--- EXERCISE ---
An exact, complete copy of the entries below is required, minus any pictures.
══ ENTRIES SUPPLIED ══
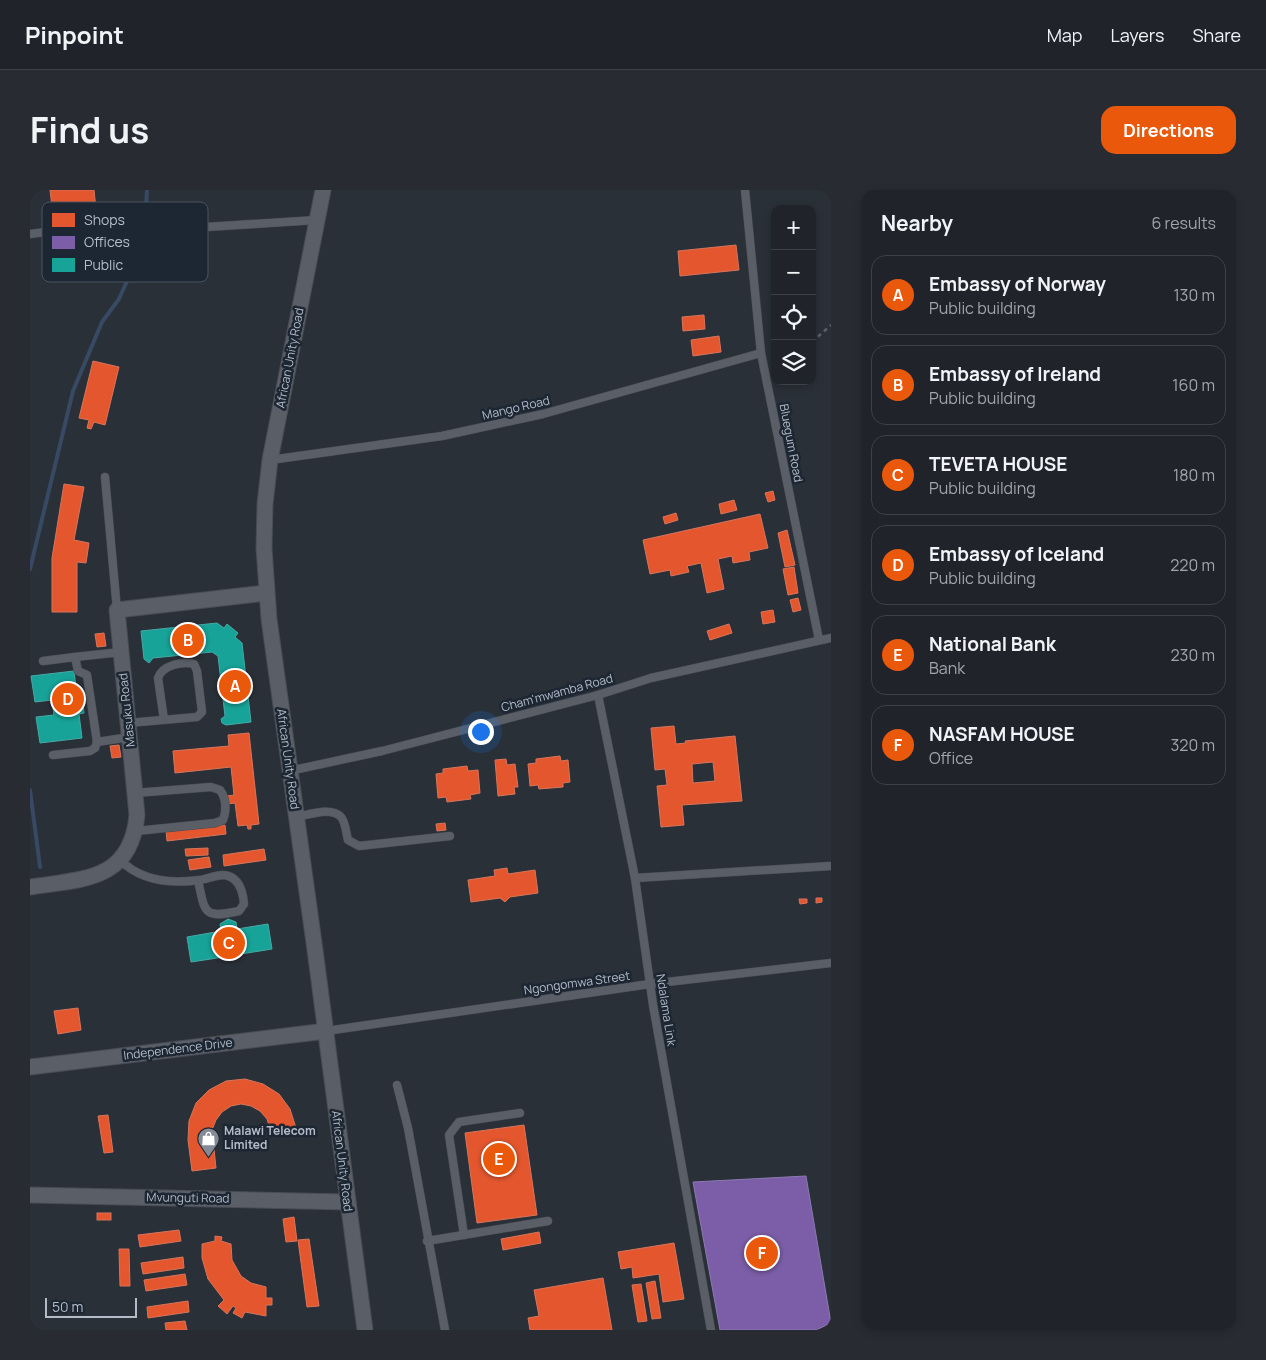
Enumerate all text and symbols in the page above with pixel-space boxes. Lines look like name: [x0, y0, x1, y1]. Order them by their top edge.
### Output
text: Pinpoint: [25, 18, 124, 51]
text: Map: [1047, 23, 1082, 47]
text: Layers: [1110, 23, 1164, 47]
text: Share: [1192, 23, 1241, 47]
text: Find us: [30, 106, 149, 154]
button: Directions: [1101, 106, 1236, 154]
legend: [42, 202, 208, 282]
map controls: [771, 205, 816, 385]
button: +: [771, 205, 816, 250]
text: Nearby: [881, 209, 953, 237]
text: Shops: [84, 210, 125, 229]
text: 6 results: [1151, 212, 1216, 234]
text: Offices: [84, 232, 130, 251]
button: −: [771, 250, 816, 295]
text: Public: [84, 255, 124, 274]
text: Embassy of Norway: [929, 271, 1106, 297]
text: A: [893, 284, 903, 306]
text: 130 m: [1173, 284, 1215, 306]
button: locate: [771, 295, 816, 340]
text: Public building: [929, 297, 1036, 319]
street label: African Unity Road: [271, 306, 308, 409]
button: layers: [771, 340, 816, 385]
text: Embassy of Ireland: [929, 361, 1101, 387]
text: B: [893, 374, 903, 396]
text: 160 m: [1172, 374, 1215, 396]
text: Public building: [929, 387, 1036, 409]
street label: Mango Road: [480, 391, 551, 424]
street label: Bluegum Road: [776, 402, 807, 484]
text: TEVETA HOUSE: [929, 451, 1067, 477]
text: C: [892, 464, 904, 486]
text: 180 m: [1173, 464, 1215, 486]
text: Public building: [929, 477, 1036, 499]
text: Embassy of Iceland: [929, 541, 1104, 567]
text: D: [892, 554, 904, 576]
text: 220 m: [1170, 554, 1215, 576]
text: Public building: [929, 567, 1036, 589]
pin: B: [172, 621, 204, 659]
text: National Bank: [929, 631, 1056, 657]
text: E: [893, 644, 903, 666]
text: 230 m: [1171, 644, 1215, 666]
text: Bank: [929, 657, 965, 679]
pin: A: [219, 667, 251, 705]
street label: Cham'mwamba Road: [499, 669, 615, 716]
street label: Masuku Road: [114, 672, 139, 748]
pin: D: [52, 680, 84, 718]
street label: African Unity Road: [273, 707, 304, 810]
your location: [468, 719, 494, 745]
text: NASFAM HOUSE: [929, 721, 1075, 747]
text: F: [894, 734, 902, 756]
text: 320 m: [1171, 734, 1215, 756]
text: Office: [929, 747, 973, 769]
pin: C: [213, 924, 245, 962]
street label: Ngongomwa Street: [523, 967, 631, 998]
street label: Ndalama Link: [652, 973, 681, 1048]
street label: Independence Drive: [122, 1033, 233, 1064]
street label: African Unity Road: [328, 1109, 357, 1212]
place label: Malawi Telecom Limited: [224, 1122, 316, 1153]
shop icon: Malawi Telecom Limited: [196, 1126, 220, 1157]
pin: E: [483, 1140, 515, 1178]
street label: Mvunguti Road: [146, 1188, 230, 1207]
pin: F: [746, 1234, 778, 1272]
scale bar: [45, 1295, 138, 1318]
text: 50 m: [52, 1297, 83, 1316]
═══
--- REPLY TO THE EXERCISE ---
Enumerate all text and symbols in the page above with pixel-space boxes. Lines look like name: [x0, y0, x1, y1]. Order them by their top edge.
### Output
text: Pinpoint: [25, 18, 124, 51]
text: Map: [1047, 23, 1082, 47]
text: Layers: [1110, 23, 1164, 47]
text: Share: [1192, 23, 1241, 47]
text: Find us: [30, 106, 149, 154]
button: Directions: [1101, 106, 1236, 154]
legend: [42, 202, 208, 282]
map controls: [771, 205, 816, 385]
button: +: [771, 205, 816, 250]
text: Nearby: [881, 209, 953, 237]
text: Shops: [84, 210, 125, 229]
text: 6 results: [1151, 212, 1216, 234]
text: Offices: [84, 232, 130, 251]
button: −: [771, 250, 816, 295]
text: Public: [84, 255, 124, 274]
text: Embassy of Norway: [929, 271, 1106, 297]
text: A: [893, 284, 903, 306]
text: 130 m: [1173, 284, 1215, 306]
button: locate: [771, 295, 816, 340]
text: Public building: [929, 297, 1036, 319]
street label: African Unity Road: [271, 306, 308, 409]
button: layers: [771, 340, 816, 385]
text: Embassy of Ireland: [929, 361, 1101, 387]
text: B: [893, 374, 903, 396]
text: 160 m: [1172, 374, 1215, 396]
text: Public building: [929, 387, 1036, 409]
street label: Mango Road: [480, 391, 551, 424]
street label: Bluegum Road: [776, 402, 807, 484]
text: TEVETA HOUSE: [929, 451, 1067, 477]
text: C: [892, 464, 904, 486]
text: 180 m: [1173, 464, 1215, 486]
text: Public building: [929, 477, 1036, 499]
text: Embassy of Iceland: [929, 541, 1104, 567]
text: D: [892, 554, 904, 576]
text: 220 m: [1170, 554, 1215, 576]
text: Public building: [929, 567, 1036, 589]
pin: B: [172, 621, 204, 659]
text: National Bank: [929, 631, 1056, 657]
text: E: [893, 644, 903, 666]
text: 230 m: [1171, 644, 1215, 666]
text: Bank: [929, 657, 965, 679]
pin: A: [219, 667, 251, 705]
street label: Cham'mwamba Road: [499, 669, 615, 716]
street label: Masuku Road: [114, 672, 139, 748]
pin: D: [52, 680, 84, 718]
street label: African Unity Road: [273, 707, 304, 810]
your location: [468, 719, 494, 745]
text: NASFAM HOUSE: [929, 721, 1075, 747]
text: F: [894, 734, 902, 756]
text: 320 m: [1171, 734, 1215, 756]
text: Office: [929, 747, 973, 769]
pin: C: [213, 924, 245, 962]
street label: Ngongomwa Street: [523, 967, 631, 998]
street label: Ndalama Link: [652, 973, 681, 1048]
street label: Independence Drive: [122, 1033, 233, 1064]
street label: African Unity Road: [328, 1109, 357, 1212]
place label: Malawi Telecom Limited: [224, 1122, 316, 1153]
shop icon: Malawi Telecom Limited: [196, 1126, 220, 1157]
pin: E: [483, 1140, 515, 1178]
street label: Mvunguti Road: [146, 1188, 230, 1207]
pin: F: [746, 1234, 778, 1272]
scale bar: [45, 1295, 138, 1318]
text: 50 m: [52, 1297, 83, 1316]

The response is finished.